Inference for Two Means
Choosing a grocery store usually involves more than just prices. Store atmosphere, customer service, and location are a few criteria that might be important. However,
for most people, price is a concern. How would we use statistical methods to determine which of two local grocery stores is less expensive on average?
This question involves parameters from two populations - the mean price of items at each of the grocery stores. To addresses the question with inference, we must choose a random sample
from each population. Thus this is a "two-sample" problem.
A two-sample problem involves a comparison between two groups.
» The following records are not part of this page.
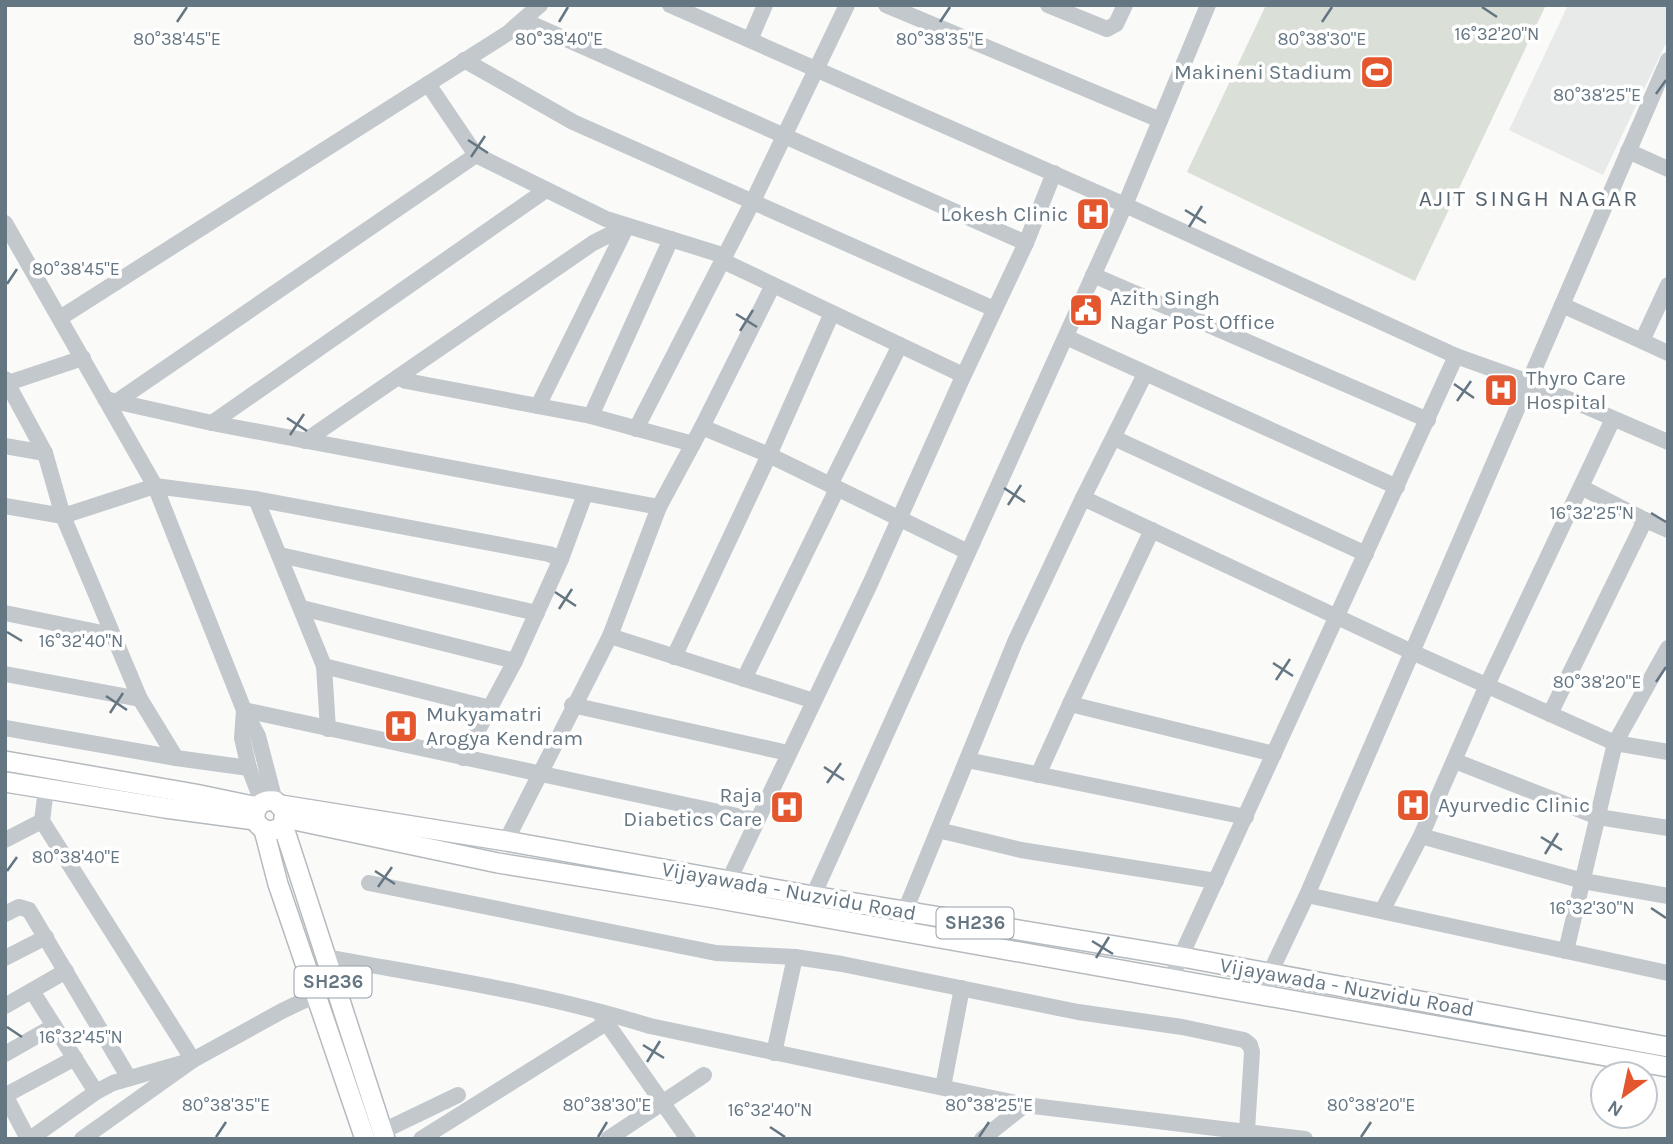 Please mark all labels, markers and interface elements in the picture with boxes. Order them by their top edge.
text: 16°32'20"N [1455,23,1539,45]
text: 80°38'45"E [133,28,221,50]
text: 80°38'40"E [515,28,603,50]
text: 80°38'35"E [896,28,984,50]
text: 80°38'30"E [1278,28,1366,50]
sports icon: Makineni Stadium [1358,53,1396,91]
place label: Makineni Stadium [1174,60,1352,84]
text: 80°38'25"E [1553,84,1641,106]
district label: AJIT SINGH NAGAR [1419,185,1639,212]
hospital icon: Lokesh Clinic [1074,195,1112,233]
place label: Lokesh Clinic [941,202,1068,226]
text: 80°38'45"E [32,258,120,280]
place label: Azith Singh Nagar Post Office [1110,286,1275,334]
public building icon: Azith Singh Nagar Post Office [1067,291,1105,329]
place label: Thyro Care Hospital [1526,366,1626,414]
hospital icon: Thyro Care Hospital [1482,371,1520,409]
text: 16°32'25"N [1550,502,1634,524]
text: 16°32'40"N [39,630,123,652]
text: 80°38'20"E [1553,671,1641,693]
place label: Mukyamatri Arogya Kendram [426,702,583,750]
hospital icon: Mukyamatri Arogya Kendram [382,707,420,745]
place label: Raja Diabetics Care [623,783,762,831]
hospital icon: Ayurvedic Clinic [1394,786,1432,824]
hospital icon: Raja Diabetics Care [768,788,806,826]
place label: Ayurvedic Clinic [1438,793,1590,817]
text: 80°38'40"E [32,846,120,868]
street label: Vijayawada - Nuzvidu Road [660,857,918,925]
text: 16°32'30"N [1550,897,1635,919]
road number: SH236 [936,908,1014,939]
street label: Vijayawada - Nuzvidu Road [1218,953,1476,1021]
road number: SH236 [294,966,372,998]
text: 16°32'45"N [39,1026,123,1048]
north arrow [1589,1060,1659,1130]
text: 80°38'35"E [182,1094,270,1116]
text: 80°38'30"E [563,1094,651,1116]
text: 80°38'25"E [945,1094,1033,1116]
text: 80°38'20"E [1327,1094,1415,1116]
text: N [1604,1095,1627,1121]
text: 16°32'40"N [728,1099,812,1121] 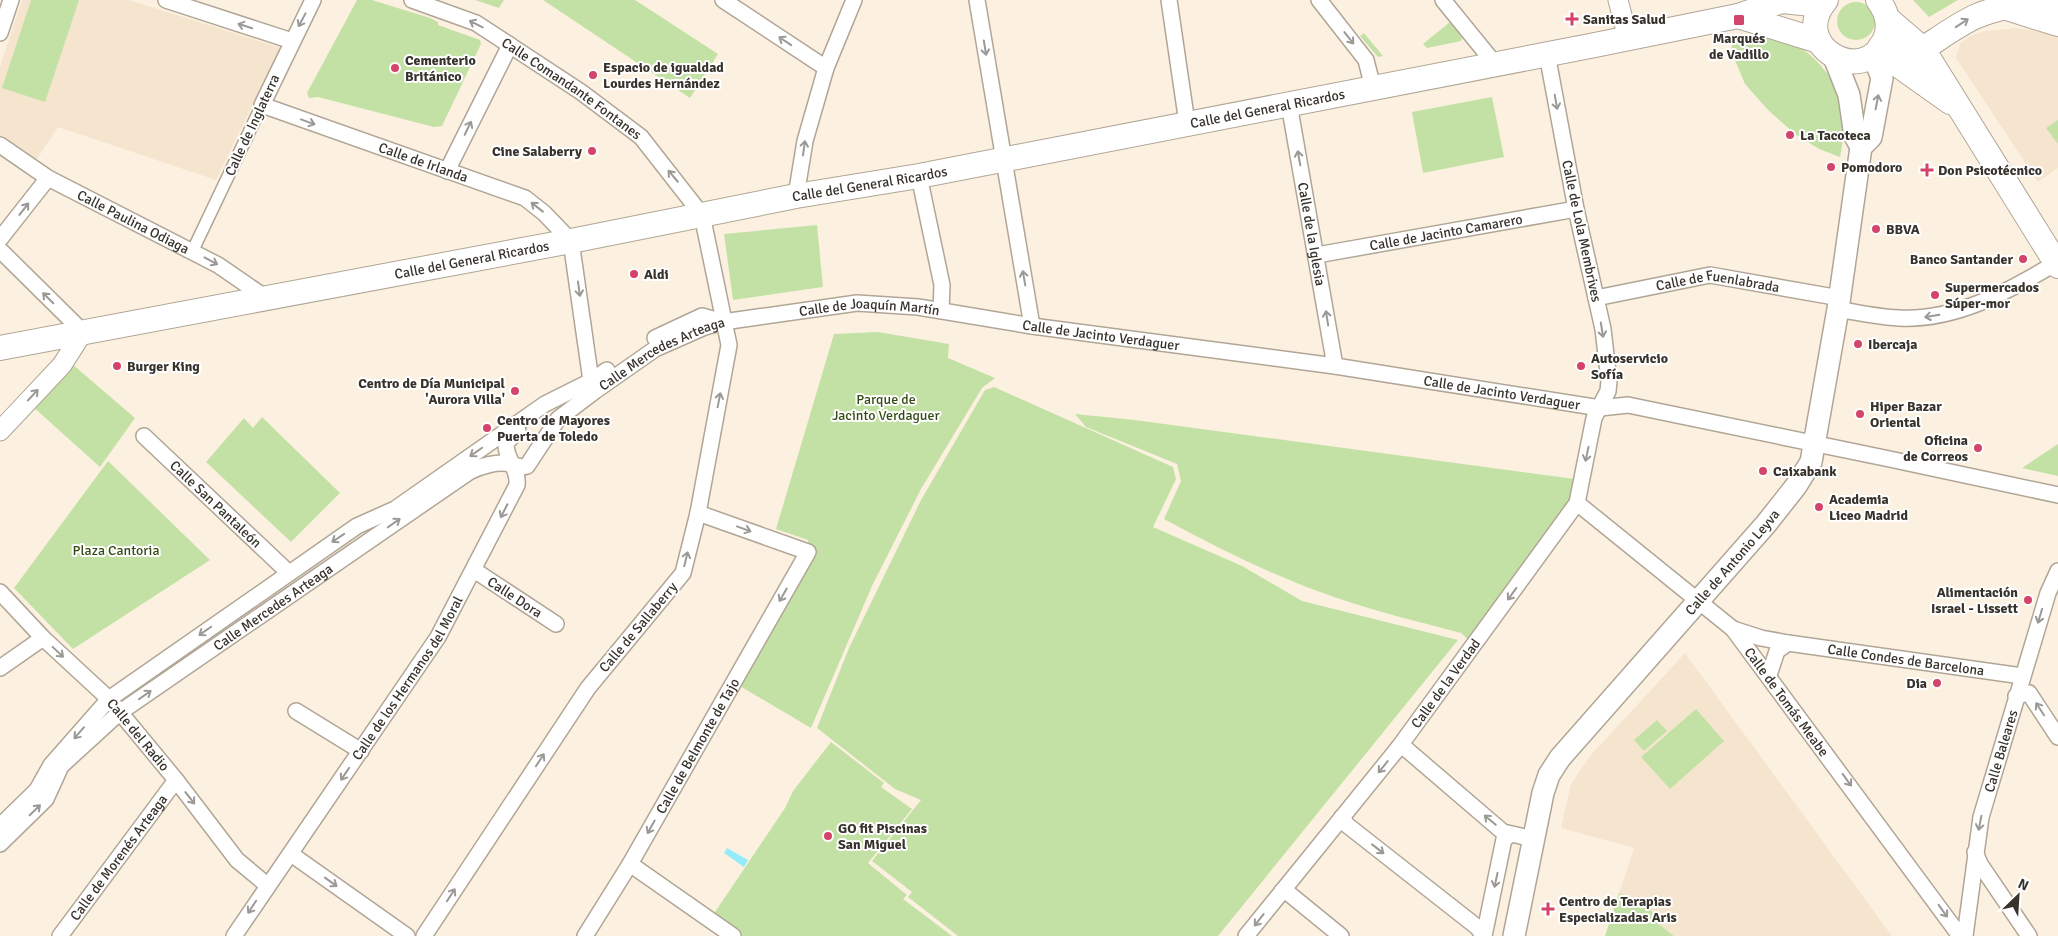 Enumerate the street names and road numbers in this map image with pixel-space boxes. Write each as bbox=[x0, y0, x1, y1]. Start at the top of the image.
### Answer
street label: Calle Comandante Fontanes bbox=[498, 34, 645, 143]
street label: Calle de Inglaterra bbox=[221, 72, 283, 179]
street label: Calle del General Ricardos bbox=[1189, 86, 1346, 132]
street label: Calle de Irlanda bbox=[376, 139, 470, 186]
street label: Calle de Lola Membrives bbox=[1558, 159, 1605, 304]
street label: Calle del General Ricardos bbox=[791, 163, 949, 206]
street label: Calle de la Iglesia bbox=[1294, 181, 1329, 287]
street label: Calle Paulina Odiaga bbox=[74, 186, 192, 258]
street label: Calle de Jacinto Camarero bbox=[1368, 211, 1524, 255]
street label: Calle del General Ricardos bbox=[393, 237, 551, 283]
street label: Calle de Fuenlabrada bbox=[1654, 267, 1781, 296]
street label: Calle de Joaquín Martín bbox=[798, 295, 941, 320]
street label: Calle Mercedes Arteaga bbox=[596, 314, 727, 395]
street label: Calle de Jacinto Verdaguer bbox=[1021, 317, 1181, 355]
street label: Calle de Jacinto Verdaguer bbox=[1422, 372, 1582, 414]
street label: Calle San Pantaleón bbox=[166, 457, 265, 552]
street label: Calle de Antonio Leyva bbox=[1682, 506, 1783, 619]
street label: Calle Mercedes Arteaga bbox=[210, 560, 336, 655]
street label: Calle Dora bbox=[484, 573, 545, 622]
street label: Calle de Sallaberry bbox=[596, 578, 681, 676]
street label: Calle de los Hermanos del Moral bbox=[349, 593, 467, 764]
street label: Calle de la Verdad bbox=[1408, 636, 1484, 732]
street label: Calle Condes de Barcelona bbox=[1826, 641, 1985, 680]
street label: Calle de Tomás Meabe bbox=[1740, 644, 1832, 760]
street label: Calle de Belmonte de Tajo bbox=[652, 675, 743, 817]
street label: Calle del Radio bbox=[103, 695, 173, 775]
street label: Calle Baleares bbox=[1981, 708, 2022, 794]
street label: Calle de Morenés Arteaga bbox=[66, 791, 171, 924]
Comparing two groups (such as a treatment group to a control group or one treatment to another) to determine if the mean response differs is an important tool of research in many disciplines.
- Which of two brands of fertilizer results in the greater average yield from tomato plants?
- Is the mean body temperature of women is the same as that of men?
- On average, how much stronger is a person's dominant hand than their non-dominant hand?
Two-sample problems can involve either paired (related) samples or independent (unrelated) samples.
Which of two local grocery stores, Smith's or Macey's, has better prices on cookies and crackers? This question could be addressed using either paired or independent samples. If we take a a random sample of the cookie prices at each of the stores then the samples are independent. However, it makes sense to look at the same products at each store. We could choose a random sample of available cookies and crackers and look at the prices of those same products at each of the stores. In this case, the samples are paired.
Paired Samples
We analyze paired samples by reducing the problem to a one sample problem. Instead of comparing the first sample mean to the second, we consider the mean, $\mu_Z$, of the differences between the paired observations from the two sample and use a hypothesis test or a confidence interval to analze the results.
A Hypothesis Test for Paired Samples
Recall the Hypothesis Testing Process outlines previously:
- State hypotheses about the parameter.
- Collect data.
- Construct a test statistic.
- Compute a p-value.
- Draw conclusions (in statistical terms and in context).
Step 1: State Hypotheses
The null hypothesis for a test of paired samples has this form: $H_0: \mu_z = \delta$ where $\delta$ is the null value. Alternative hypotheses can be one or two sided, however, when comparing two samples the question of interest is often simply whether there is a difference between the groups. In this case, the null hypothesis is $H_0: \mu_z=0$ and the alternative hypothesis is $H_A:\mu_z\neq0$.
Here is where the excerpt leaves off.